(Collected data):
┌────────
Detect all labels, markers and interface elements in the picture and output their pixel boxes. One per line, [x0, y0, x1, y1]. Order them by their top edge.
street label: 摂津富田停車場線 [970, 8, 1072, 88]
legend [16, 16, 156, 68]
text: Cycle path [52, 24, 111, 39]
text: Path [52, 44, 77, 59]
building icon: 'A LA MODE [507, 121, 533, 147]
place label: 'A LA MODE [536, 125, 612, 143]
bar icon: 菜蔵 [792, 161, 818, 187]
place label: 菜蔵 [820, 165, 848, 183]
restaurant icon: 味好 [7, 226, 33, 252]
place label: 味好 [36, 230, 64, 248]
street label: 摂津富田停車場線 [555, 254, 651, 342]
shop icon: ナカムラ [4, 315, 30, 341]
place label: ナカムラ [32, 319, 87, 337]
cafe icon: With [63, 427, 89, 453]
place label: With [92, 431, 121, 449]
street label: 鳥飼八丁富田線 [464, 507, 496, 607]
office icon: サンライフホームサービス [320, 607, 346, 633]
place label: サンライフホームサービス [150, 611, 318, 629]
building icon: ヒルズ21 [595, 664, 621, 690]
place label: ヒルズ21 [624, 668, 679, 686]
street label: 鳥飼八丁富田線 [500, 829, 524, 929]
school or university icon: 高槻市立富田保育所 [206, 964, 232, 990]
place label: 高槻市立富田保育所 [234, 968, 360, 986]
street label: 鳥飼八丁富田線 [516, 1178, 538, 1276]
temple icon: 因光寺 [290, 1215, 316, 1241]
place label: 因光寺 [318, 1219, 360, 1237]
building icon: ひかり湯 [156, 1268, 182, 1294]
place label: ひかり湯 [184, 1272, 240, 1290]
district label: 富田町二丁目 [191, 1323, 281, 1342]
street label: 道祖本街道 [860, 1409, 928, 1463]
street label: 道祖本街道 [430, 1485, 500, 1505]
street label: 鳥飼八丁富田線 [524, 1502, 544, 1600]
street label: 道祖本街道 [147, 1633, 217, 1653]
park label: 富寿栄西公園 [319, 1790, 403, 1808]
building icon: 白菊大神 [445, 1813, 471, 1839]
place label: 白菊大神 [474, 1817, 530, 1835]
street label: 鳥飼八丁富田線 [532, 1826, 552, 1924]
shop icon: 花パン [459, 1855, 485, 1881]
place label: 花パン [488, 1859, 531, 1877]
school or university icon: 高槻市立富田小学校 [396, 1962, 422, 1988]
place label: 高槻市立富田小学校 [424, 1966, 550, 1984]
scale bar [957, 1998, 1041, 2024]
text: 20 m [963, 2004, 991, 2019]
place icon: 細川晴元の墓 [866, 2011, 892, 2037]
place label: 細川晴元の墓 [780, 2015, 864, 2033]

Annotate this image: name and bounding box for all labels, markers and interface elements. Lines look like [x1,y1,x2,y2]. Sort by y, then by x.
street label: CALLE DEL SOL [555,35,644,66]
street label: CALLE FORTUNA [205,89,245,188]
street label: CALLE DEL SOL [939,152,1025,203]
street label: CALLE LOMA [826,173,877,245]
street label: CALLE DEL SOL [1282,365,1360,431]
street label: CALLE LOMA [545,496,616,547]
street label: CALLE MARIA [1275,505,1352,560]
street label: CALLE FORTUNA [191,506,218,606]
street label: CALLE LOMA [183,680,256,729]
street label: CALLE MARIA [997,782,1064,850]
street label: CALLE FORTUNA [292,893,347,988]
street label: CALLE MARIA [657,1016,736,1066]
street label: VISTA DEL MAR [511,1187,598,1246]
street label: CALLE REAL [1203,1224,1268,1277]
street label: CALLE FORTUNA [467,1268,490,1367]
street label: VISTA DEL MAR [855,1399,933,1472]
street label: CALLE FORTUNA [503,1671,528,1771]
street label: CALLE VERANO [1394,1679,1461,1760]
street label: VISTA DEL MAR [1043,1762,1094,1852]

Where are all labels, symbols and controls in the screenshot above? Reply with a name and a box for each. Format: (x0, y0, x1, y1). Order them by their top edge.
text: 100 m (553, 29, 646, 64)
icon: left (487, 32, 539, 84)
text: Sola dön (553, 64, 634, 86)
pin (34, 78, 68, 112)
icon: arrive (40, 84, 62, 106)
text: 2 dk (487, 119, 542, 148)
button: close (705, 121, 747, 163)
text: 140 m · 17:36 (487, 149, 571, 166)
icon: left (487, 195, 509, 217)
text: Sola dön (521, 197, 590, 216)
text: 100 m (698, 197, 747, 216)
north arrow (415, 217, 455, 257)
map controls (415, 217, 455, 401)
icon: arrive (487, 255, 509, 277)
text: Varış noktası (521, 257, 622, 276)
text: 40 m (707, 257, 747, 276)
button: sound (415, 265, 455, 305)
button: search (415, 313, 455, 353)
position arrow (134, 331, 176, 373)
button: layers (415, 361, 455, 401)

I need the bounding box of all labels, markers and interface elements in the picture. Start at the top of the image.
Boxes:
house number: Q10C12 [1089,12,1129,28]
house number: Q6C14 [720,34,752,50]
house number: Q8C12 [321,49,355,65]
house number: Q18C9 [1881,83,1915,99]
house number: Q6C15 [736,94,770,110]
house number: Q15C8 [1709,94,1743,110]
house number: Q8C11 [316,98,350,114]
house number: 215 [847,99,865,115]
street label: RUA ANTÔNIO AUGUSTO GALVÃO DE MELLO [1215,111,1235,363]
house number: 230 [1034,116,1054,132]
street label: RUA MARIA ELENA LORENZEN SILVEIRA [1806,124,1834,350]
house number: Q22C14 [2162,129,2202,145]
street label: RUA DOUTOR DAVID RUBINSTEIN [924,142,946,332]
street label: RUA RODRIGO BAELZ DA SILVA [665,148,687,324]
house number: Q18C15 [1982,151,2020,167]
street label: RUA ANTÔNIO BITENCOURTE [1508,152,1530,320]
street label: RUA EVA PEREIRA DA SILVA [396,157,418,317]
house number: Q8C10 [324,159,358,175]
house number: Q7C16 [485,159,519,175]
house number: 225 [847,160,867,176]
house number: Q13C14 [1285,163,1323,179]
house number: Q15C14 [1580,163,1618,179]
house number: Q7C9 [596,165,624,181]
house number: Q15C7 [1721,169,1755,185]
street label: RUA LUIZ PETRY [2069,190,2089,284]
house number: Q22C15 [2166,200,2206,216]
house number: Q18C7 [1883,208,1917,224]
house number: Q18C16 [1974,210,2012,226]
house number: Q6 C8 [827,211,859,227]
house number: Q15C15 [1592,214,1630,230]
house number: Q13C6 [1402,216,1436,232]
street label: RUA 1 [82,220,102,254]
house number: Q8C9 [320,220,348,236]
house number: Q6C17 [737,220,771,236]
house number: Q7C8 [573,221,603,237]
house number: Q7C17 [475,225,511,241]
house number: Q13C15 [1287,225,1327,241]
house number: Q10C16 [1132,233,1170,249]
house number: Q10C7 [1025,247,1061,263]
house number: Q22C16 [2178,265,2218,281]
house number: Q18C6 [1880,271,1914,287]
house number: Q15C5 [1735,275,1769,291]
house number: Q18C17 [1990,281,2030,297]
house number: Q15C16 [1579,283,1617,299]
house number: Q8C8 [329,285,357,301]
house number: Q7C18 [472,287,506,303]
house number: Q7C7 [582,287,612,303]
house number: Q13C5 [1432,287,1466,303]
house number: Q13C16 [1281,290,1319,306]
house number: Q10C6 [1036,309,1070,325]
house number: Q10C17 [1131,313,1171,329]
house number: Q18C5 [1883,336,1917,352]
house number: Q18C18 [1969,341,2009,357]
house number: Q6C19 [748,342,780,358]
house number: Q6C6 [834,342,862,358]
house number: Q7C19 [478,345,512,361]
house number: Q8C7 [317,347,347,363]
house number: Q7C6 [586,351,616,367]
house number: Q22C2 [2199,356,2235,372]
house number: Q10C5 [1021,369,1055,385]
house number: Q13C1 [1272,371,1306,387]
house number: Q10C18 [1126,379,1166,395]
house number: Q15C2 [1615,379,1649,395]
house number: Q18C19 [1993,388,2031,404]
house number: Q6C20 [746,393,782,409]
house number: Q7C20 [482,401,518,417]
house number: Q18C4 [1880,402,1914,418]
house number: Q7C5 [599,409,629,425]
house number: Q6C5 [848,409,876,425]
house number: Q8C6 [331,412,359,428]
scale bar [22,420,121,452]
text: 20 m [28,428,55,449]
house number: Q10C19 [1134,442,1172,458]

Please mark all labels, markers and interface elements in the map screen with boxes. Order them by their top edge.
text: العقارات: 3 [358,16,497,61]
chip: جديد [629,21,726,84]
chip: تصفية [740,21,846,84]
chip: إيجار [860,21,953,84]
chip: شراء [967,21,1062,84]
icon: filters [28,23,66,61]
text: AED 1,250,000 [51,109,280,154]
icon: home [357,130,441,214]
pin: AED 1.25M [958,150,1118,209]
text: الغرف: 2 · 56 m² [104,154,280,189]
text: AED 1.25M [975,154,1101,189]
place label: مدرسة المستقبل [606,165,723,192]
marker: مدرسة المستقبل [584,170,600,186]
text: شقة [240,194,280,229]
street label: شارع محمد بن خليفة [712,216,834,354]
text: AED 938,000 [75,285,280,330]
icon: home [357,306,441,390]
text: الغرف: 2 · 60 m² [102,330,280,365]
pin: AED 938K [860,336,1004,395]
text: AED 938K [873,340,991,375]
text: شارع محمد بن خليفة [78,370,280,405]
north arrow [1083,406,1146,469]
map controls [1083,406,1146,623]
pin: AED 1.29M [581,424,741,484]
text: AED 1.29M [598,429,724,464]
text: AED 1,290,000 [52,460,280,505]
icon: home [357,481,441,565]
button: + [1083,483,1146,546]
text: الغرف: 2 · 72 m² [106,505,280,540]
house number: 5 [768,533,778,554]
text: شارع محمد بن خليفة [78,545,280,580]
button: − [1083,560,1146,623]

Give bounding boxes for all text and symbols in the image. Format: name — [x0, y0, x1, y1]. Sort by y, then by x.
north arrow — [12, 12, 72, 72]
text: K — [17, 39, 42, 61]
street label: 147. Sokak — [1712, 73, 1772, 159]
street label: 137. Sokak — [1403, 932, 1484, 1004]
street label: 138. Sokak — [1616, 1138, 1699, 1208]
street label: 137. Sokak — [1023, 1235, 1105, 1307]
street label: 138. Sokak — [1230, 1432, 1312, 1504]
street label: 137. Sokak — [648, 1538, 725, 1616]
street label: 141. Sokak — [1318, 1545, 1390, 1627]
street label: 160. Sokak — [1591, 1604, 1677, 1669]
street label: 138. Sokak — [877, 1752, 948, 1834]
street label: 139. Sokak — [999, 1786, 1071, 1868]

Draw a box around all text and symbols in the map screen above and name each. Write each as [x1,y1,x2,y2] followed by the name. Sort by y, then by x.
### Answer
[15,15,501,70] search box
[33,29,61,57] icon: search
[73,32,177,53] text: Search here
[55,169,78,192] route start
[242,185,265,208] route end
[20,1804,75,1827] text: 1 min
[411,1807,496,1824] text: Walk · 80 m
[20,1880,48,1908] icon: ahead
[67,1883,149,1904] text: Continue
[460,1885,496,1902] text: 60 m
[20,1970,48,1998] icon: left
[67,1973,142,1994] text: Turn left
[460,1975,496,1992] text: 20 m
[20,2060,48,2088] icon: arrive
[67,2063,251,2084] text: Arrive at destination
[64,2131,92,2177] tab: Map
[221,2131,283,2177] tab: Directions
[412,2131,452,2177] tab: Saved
└────────
The word to find is "interface". Copy every line of the data that holds it.

(Answer for this exercise):
Detect all labels, markers and interface elements in the picture and output their pixel boxes. One per line, [x0, y0, x1, y1]. Order them by their top edge.
Annotate this image: name and bounding box for all labels, markers and interface elements. Lines look like [x1,y1,x2,y2]. Sort by y, then by x.
I need the bounding box of all labels, markers and interface elements in the picture. Start at the top of the image.
Please mark all labels, markers and interface elements in the map screen with boxes. Order them by their top edge.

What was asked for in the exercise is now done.